## Exercise details
What follows is a listing. Write it all out exactly.

#### Supplied entries ####

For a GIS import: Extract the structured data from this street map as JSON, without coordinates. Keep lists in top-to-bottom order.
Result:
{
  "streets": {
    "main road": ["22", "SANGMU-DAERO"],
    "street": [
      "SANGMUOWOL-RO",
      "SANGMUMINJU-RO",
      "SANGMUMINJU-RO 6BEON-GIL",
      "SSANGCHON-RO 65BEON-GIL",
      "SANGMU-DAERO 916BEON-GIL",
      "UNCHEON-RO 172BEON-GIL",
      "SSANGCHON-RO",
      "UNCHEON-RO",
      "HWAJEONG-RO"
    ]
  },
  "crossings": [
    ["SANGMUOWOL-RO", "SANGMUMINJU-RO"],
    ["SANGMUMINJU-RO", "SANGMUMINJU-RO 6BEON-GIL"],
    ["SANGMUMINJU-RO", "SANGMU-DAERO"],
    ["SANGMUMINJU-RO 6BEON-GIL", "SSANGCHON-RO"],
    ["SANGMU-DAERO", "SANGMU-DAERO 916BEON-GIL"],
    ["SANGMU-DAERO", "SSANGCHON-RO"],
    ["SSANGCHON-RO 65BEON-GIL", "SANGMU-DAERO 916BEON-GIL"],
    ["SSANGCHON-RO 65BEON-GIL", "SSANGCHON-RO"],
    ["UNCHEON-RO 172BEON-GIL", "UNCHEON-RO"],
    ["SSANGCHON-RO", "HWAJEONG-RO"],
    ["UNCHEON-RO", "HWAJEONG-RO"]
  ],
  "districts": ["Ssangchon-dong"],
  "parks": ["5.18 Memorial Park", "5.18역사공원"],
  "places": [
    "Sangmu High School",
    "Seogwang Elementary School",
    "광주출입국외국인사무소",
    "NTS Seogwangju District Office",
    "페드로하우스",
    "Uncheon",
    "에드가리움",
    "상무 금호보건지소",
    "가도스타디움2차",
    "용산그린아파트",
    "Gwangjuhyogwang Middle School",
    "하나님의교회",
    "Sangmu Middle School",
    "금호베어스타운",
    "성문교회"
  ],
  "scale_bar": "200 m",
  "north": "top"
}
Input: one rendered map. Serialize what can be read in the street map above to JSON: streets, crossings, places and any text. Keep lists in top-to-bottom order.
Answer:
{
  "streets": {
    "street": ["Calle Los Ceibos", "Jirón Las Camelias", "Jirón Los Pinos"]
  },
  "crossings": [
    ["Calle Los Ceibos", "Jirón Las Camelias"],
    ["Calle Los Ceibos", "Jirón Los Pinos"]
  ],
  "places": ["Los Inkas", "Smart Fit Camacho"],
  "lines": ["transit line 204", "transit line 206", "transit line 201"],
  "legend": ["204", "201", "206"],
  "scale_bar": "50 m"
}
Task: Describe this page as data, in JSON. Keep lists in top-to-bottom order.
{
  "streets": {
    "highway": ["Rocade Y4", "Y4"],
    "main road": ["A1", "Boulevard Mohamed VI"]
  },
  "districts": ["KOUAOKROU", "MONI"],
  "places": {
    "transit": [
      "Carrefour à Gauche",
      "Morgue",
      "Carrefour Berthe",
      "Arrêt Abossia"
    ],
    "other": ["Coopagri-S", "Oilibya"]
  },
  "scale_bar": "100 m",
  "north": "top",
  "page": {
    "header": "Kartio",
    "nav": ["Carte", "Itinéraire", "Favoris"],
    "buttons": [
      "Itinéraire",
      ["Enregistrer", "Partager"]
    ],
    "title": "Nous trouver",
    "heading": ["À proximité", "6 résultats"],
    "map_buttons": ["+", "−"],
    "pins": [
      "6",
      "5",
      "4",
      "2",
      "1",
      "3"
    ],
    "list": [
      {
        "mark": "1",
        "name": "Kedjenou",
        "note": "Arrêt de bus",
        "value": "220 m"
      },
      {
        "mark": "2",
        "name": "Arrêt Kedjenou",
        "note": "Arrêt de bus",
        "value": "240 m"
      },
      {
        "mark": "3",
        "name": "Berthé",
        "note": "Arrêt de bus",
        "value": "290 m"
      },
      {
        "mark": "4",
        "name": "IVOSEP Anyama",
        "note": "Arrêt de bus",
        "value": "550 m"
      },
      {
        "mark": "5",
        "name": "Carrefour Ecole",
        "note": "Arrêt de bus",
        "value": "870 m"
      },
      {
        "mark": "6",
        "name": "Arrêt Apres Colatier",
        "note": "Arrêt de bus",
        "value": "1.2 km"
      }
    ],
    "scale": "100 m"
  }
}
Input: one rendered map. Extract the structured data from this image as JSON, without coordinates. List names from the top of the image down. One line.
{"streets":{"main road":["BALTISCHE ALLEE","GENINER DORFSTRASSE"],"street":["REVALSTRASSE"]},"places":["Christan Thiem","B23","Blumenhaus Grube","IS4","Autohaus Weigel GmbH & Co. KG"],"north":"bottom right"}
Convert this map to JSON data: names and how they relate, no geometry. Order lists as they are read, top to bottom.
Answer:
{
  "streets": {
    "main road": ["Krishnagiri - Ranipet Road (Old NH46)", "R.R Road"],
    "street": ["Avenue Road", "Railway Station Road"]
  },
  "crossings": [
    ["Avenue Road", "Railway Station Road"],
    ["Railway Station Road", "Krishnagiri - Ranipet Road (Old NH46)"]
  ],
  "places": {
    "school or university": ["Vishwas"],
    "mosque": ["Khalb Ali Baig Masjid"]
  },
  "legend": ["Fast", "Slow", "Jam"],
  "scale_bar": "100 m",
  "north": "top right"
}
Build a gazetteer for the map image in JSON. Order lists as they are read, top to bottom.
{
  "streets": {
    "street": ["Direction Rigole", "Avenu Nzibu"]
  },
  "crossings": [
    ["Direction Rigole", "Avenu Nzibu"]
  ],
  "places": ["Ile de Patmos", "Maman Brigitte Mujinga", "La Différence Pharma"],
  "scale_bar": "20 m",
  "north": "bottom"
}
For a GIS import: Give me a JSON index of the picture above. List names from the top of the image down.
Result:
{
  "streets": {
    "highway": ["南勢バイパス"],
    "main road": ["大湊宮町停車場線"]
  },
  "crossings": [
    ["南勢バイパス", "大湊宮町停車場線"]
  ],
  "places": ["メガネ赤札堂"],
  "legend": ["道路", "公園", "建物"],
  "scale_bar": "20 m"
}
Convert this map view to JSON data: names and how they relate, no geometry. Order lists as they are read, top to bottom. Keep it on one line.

####

## Worked solution
For a GIS import: Extract the structured data from this street map as JSON, without coordinates. Keep lists in top-to-bottom order.
Result:
{
  "streets": {
    "main road": ["22", "SANGMU-DAERO"],
    "street": [
      "SANGMUOWOL-RO",
      "SANGMUMINJU-RO",
      "SANGMUMINJU-RO 6BEON-GIL",
      "SSANGCHON-RO 65BEON-GIL",
      "SANGMU-DAERO 916BEON-GIL",
      "UNCHEON-RO 172BEON-GIL",
      "SSANGCHON-RO",
      "UNCHEON-RO",
      "HWAJEONG-RO"
    ]
  },
  "crossings": [
    ["SANGMUOWOL-RO", "SANGMUMINJU-RO"],
    ["SANGMUMINJU-RO", "SANGMUMINJU-RO 6BEON-GIL"],
    ["SANGMUMINJU-RO", "SANGMU-DAERO"],
    ["SANGMUMINJU-RO 6BEON-GIL", "SSANGCHON-RO"],
    ["SANGMU-DAERO", "SANGMU-DAERO 916BEON-GIL"],
    ["SANGMU-DAERO", "SSANGCHON-RO"],
    ["SSANGCHON-RO 65BEON-GIL", "SANGMU-DAERO 916BEON-GIL"],
    ["SSANGCHON-RO 65BEON-GIL", "SSANGCHON-RO"],
    ["UNCHEON-RO 172BEON-GIL", "UNCHEON-RO"],
    ["SSANGCHON-RO", "HWAJEONG-RO"],
    ["UNCHEON-RO", "HWAJEONG-RO"]
  ],
  "districts": ["Ssangchon-dong"],
  "parks": ["5.18 Memorial Park", "5.18역사공원"],
  "places": [
    "Sangmu High School",
    "Seogwang Elementary School",
    "광주출입국외국인사무소",
    "NTS Seogwangju District Office",
    "페드로하우스",
    "Uncheon",
    "에드가리움",
    "상무 금호보건지소",
    "가도스타디움2차",
    "용산그린아파트",
    "Gwangjuhyogwang Middle School",
    "하나님의교회",
    "Sangmu Middle School",
    "금호베어스타운",
    "성문교회"
  ],
  "scale_bar": "200 m",
  "north": "top"
}
Input: one rendered map. Serialize what can be read in the street map above to JSON: streets, crossings, places and any text. Keep lists in top-to-bottom order.
Answer:
{
  "streets": {
    "street": ["Calle Los Ceibos", "Jirón Las Camelias", "Jirón Los Pinos"]
  },
  "crossings": [
    ["Calle Los Ceibos", "Jirón Las Camelias"],
    ["Calle Los Ceibos", "Jirón Los Pinos"]
  ],
  "places": ["Los Inkas", "Smart Fit Camacho"],
  "lines": ["transit line 204", "transit line 206", "transit line 201"],
  "legend": ["204", "201", "206"],
  "scale_bar": "50 m"
}
Task: Describe this page as data, in JSON. Keep lists in top-to-bottom order.
{
  "streets": {
    "highway": ["Rocade Y4", "Y4"],
    "main road": ["A1", "Boulevard Mohamed VI"]
  },
  "districts": ["KOUAOKROU", "MONI"],
  "places": {
    "transit": [
      "Carrefour à Gauche",
      "Morgue",
      "Carrefour Berthe",
      "Arrêt Abossia"
    ],
    "other": ["Coopagri-S", "Oilibya"]
  },
  "scale_bar": "100 m",
  "north": "top",
  "page": {
    "header": "Kartio",
    "nav": ["Carte", "Itinéraire", "Favoris"],
    "buttons": [
      "Itinéraire",
      ["Enregistrer", "Partager"]
    ],
    "title": "Nous trouver",
    "heading": ["À proximité", "6 résultats"],
    "map_buttons": ["+", "−"],
    "pins": [
      "6",
      "5",
      "4",
      "2",
      "1",
      "3"
    ],
    "list": [
      {
        "mark": "1",
        "name": "Kedjenou",
        "note": "Arrêt de bus",
        "value": "220 m"
      },
      {
        "mark": "2",
        "name": "Arrêt Kedjenou",
        "note": "Arrêt de bus",
        "value": "240 m"
      },
      {
        "mark": "3",
        "name": "Berthé",
        "note": "Arrêt de bus",
        "value": "290 m"
      },
      {
        "mark": "4",
        "name": "IVOSEP Anyama",
        "note": "Arrêt de bus",
        "value": "550 m"
      },
      {
        "mark": "5",
        "name": "Carrefour Ecole",
        "note": "Arrêt de bus",
        "value": "870 m"
      },
      {
        "mark": "6",
        "name": "Arrêt Apres Colatier",
        "note": "Arrêt de bus",
        "value": "1.2 km"
      }
    ],
    "scale": "100 m"
  }
}
Input: one rendered map. Extract the structured data from this image as JSON, without coordinates. List names from the top of the image down. One line.
{"streets":{"main road":["BALTISCHE ALLEE","GENINER DORFSTRASSE"],"street":["REVALSTRASSE"]},"places":["Christan Thiem","B23","Blumenhaus Grube","IS4","Autohaus Weigel GmbH & Co. KG"],"north":"bottom right"}
Convert this map to JSON data: names and how they relate, no geometry. Order lists as they are read, top to bottom.
Answer:
{
  "streets": {
    "main road": ["Krishnagiri - Ranipet Road (Old NH46)", "R.R Road"],
    "street": ["Avenue Road", "Railway Station Road"]
  },
  "crossings": [
    ["Avenue Road", "Railway Station Road"],
    ["Railway Station Road", "Krishnagiri - Ranipet Road (Old NH46)"]
  ],
  "places": {
    "school or university": ["Vishwas"],
    "mosque": ["Khalb Ali Baig Masjid"]
  },
  "legend": ["Fast", "Slow", "Jam"],
  "scale_bar": "100 m",
  "north": "top right"
}
Build a gazetteer for the map image in JSON. Order lists as they are read, top to bottom.
{
  "streets": {
    "street": ["Direction Rigole", "Avenu Nzibu"]
  },
  "crossings": [
    ["Direction Rigole", "Avenu Nzibu"]
  ],
  "places": ["Ile de Patmos", "Maman Brigitte Mujinga", "La Différence Pharma"],
  "scale_bar": "20 m",
  "north": "bottom"
}
For a GIS import: Give me a JSON index of the picture above. List names from the top of the image down.
Result:
{
  "streets": {
    "highway": ["南勢バイパス"],
    "main road": ["大湊宮町停車場線"]
  },
  "crossings": [
    ["南勢バイパス", "大湊宮町停車場線"]
  ],
  "places": ["メガネ赤札堂"],
  "legend": ["道路", "公園", "建物"],
  "scale_bar": "20 m"
}
Convert this map view to JSON data: names and how they relate, no geometry. Order lists as they are read, top to bottom. Keep it on one line.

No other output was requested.